__Assigned task__: Write out exactly, please, every line from the beginning of the entries to the line holding "0 #928b7b) drop-shadow(-2px", and no pictures.

Saved entries

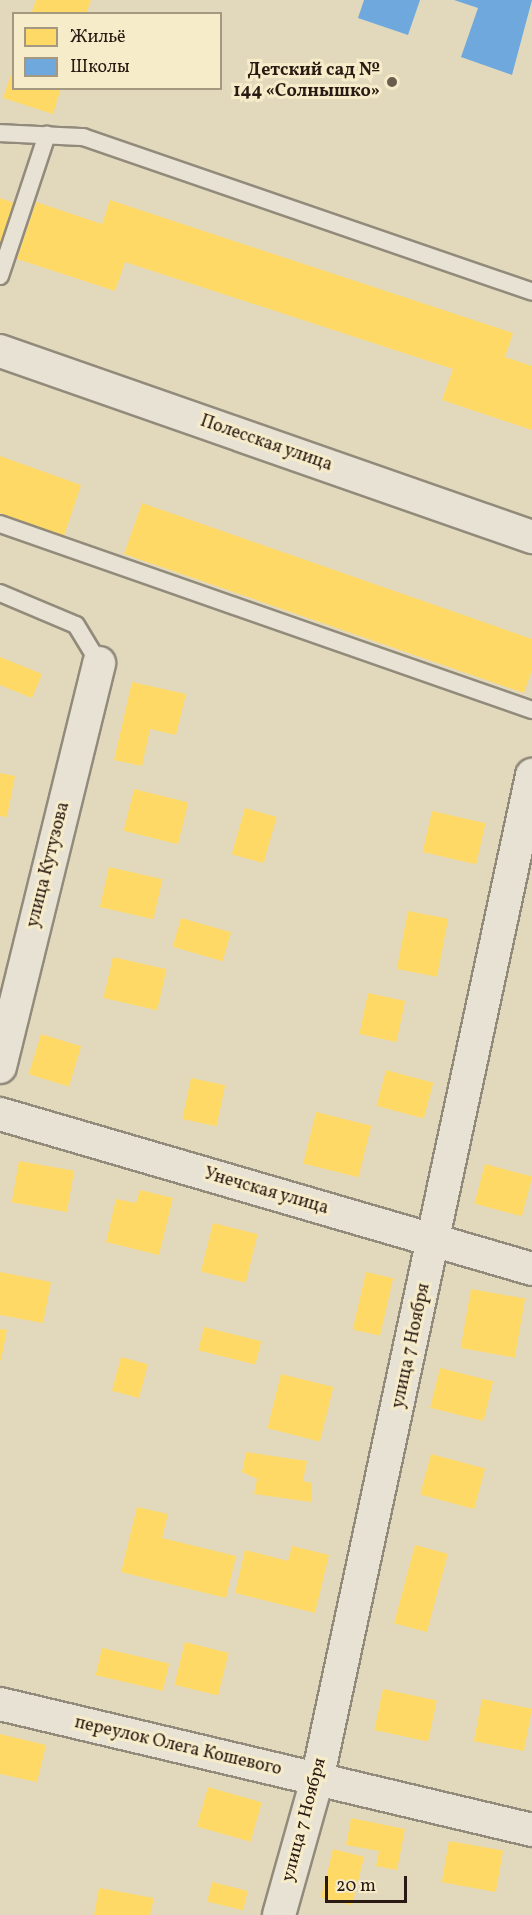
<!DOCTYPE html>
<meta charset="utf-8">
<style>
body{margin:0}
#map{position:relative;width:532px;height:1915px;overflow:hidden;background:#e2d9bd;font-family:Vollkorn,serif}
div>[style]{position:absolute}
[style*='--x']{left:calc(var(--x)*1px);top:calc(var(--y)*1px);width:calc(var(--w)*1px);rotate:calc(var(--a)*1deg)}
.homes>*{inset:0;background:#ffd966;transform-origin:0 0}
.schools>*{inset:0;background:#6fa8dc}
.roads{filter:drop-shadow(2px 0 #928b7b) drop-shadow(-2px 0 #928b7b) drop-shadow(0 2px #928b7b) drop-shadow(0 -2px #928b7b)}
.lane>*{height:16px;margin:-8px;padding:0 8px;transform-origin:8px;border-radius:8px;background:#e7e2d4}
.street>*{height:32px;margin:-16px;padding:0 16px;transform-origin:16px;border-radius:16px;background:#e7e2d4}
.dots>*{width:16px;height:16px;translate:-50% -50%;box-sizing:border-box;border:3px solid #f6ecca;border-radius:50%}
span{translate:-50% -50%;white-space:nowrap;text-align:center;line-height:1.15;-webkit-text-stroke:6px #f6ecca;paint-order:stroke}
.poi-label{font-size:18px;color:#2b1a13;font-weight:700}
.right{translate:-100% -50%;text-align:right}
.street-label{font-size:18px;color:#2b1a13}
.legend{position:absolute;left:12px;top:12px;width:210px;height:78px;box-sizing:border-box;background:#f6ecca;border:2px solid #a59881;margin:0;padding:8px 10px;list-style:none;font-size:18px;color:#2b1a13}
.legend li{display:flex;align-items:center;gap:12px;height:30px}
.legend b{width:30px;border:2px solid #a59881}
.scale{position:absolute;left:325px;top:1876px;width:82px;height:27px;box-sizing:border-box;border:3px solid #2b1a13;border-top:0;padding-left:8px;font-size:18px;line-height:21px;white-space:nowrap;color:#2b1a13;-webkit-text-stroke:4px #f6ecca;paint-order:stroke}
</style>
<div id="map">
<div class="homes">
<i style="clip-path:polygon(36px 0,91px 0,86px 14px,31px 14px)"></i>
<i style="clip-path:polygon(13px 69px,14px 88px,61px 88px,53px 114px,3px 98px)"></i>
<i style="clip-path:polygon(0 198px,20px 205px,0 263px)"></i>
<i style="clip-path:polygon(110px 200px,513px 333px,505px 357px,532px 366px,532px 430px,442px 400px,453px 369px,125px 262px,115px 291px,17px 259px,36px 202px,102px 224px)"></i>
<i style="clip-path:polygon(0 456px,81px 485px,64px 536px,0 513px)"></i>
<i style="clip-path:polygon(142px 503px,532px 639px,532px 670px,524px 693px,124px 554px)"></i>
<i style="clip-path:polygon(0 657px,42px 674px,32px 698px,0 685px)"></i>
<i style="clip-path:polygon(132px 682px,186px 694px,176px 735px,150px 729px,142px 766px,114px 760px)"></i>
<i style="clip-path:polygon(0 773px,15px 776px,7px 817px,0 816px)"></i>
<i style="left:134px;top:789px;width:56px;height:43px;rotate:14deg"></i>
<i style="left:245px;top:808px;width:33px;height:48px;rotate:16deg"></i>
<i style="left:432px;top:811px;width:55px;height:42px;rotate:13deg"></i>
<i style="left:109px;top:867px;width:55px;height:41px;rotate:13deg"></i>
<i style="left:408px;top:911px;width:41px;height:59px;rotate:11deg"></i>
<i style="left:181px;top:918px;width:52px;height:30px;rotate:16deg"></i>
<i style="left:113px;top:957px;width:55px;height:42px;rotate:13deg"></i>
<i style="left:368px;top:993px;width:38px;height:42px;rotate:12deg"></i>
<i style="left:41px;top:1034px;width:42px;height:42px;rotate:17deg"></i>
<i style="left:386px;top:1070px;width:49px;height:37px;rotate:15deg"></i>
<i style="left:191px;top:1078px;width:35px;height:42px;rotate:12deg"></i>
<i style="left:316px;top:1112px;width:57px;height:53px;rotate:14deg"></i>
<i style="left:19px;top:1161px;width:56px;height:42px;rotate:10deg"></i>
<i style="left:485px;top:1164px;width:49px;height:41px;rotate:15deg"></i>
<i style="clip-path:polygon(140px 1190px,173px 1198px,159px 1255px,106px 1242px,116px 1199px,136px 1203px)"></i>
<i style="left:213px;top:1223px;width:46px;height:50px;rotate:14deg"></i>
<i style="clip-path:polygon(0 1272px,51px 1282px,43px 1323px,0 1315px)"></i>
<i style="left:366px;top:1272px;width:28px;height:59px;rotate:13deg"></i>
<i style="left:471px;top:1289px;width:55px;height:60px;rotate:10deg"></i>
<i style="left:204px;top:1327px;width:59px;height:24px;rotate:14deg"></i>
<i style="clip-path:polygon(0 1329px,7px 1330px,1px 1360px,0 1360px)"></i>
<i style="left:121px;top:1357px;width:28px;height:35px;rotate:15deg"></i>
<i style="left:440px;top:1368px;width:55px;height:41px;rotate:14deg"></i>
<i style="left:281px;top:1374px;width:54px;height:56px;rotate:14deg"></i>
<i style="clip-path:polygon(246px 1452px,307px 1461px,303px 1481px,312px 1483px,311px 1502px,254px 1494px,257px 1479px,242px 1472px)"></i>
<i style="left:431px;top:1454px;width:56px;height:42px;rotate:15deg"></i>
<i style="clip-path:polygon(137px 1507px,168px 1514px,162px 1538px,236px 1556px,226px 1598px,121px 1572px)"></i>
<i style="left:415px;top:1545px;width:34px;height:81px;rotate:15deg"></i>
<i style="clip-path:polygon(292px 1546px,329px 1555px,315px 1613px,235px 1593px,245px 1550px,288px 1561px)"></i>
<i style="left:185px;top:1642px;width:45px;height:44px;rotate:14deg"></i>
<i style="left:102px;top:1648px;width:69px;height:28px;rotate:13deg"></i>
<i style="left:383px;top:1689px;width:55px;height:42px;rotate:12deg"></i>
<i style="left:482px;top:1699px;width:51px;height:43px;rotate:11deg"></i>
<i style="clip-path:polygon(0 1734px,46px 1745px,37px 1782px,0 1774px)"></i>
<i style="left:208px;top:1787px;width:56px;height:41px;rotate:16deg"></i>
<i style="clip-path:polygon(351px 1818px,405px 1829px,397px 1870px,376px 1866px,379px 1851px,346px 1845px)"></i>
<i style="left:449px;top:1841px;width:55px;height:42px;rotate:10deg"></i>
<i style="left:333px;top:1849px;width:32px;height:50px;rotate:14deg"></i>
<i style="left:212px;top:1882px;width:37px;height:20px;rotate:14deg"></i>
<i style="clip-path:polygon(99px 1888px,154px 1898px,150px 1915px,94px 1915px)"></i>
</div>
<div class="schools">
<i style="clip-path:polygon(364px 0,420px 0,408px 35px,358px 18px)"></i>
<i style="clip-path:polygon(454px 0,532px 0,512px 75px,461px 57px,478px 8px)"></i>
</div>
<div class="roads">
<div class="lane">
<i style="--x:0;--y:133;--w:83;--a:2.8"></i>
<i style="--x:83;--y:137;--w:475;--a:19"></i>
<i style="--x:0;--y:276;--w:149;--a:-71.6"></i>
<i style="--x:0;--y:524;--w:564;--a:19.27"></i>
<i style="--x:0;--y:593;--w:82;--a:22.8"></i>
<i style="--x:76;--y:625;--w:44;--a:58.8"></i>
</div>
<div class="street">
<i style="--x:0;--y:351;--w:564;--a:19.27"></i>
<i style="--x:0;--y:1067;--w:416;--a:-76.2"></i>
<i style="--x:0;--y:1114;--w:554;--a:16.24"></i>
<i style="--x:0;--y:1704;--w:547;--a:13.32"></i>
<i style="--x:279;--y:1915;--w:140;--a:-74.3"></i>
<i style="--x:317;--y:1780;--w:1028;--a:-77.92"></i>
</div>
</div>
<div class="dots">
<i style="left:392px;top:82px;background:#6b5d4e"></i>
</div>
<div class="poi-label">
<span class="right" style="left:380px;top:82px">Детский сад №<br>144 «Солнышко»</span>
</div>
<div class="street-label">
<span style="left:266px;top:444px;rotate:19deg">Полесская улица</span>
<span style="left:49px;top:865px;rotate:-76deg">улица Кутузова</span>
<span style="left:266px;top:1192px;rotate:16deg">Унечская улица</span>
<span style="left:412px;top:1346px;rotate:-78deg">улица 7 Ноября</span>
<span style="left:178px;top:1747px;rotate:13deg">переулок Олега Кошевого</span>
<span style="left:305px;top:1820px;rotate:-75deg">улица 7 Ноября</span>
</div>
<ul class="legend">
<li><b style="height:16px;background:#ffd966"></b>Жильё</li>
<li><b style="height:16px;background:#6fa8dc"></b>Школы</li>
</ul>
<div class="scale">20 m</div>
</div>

__Exercise response__:
<!DOCTYPE html>
<meta charset="utf-8">
<style>
body{margin:0}
#map{position:relative;width:532px;height:1915px;overflow:hidden;background:#e2d9bd;font-family:Vollkorn,serif}
div>[style]{position:absolute}
[style*='--x']{left:calc(var(--x)*1px);top:calc(var(--y)*1px);width:calc(var(--w)*1px);rotate:calc(var(--a)*1deg)}
.homes>*{inset:0;background:#ffd966;transform-origin:0 0}
.schools>*{inset:0;background:#6fa8dc}
.roads{filter:drop-shadow(2px 0 #928b7b) drop-shadow(-2px 0 #928b7b) drop-shadow(0 2px #928b7b) drop-shadow(0 -2px #928b7b)}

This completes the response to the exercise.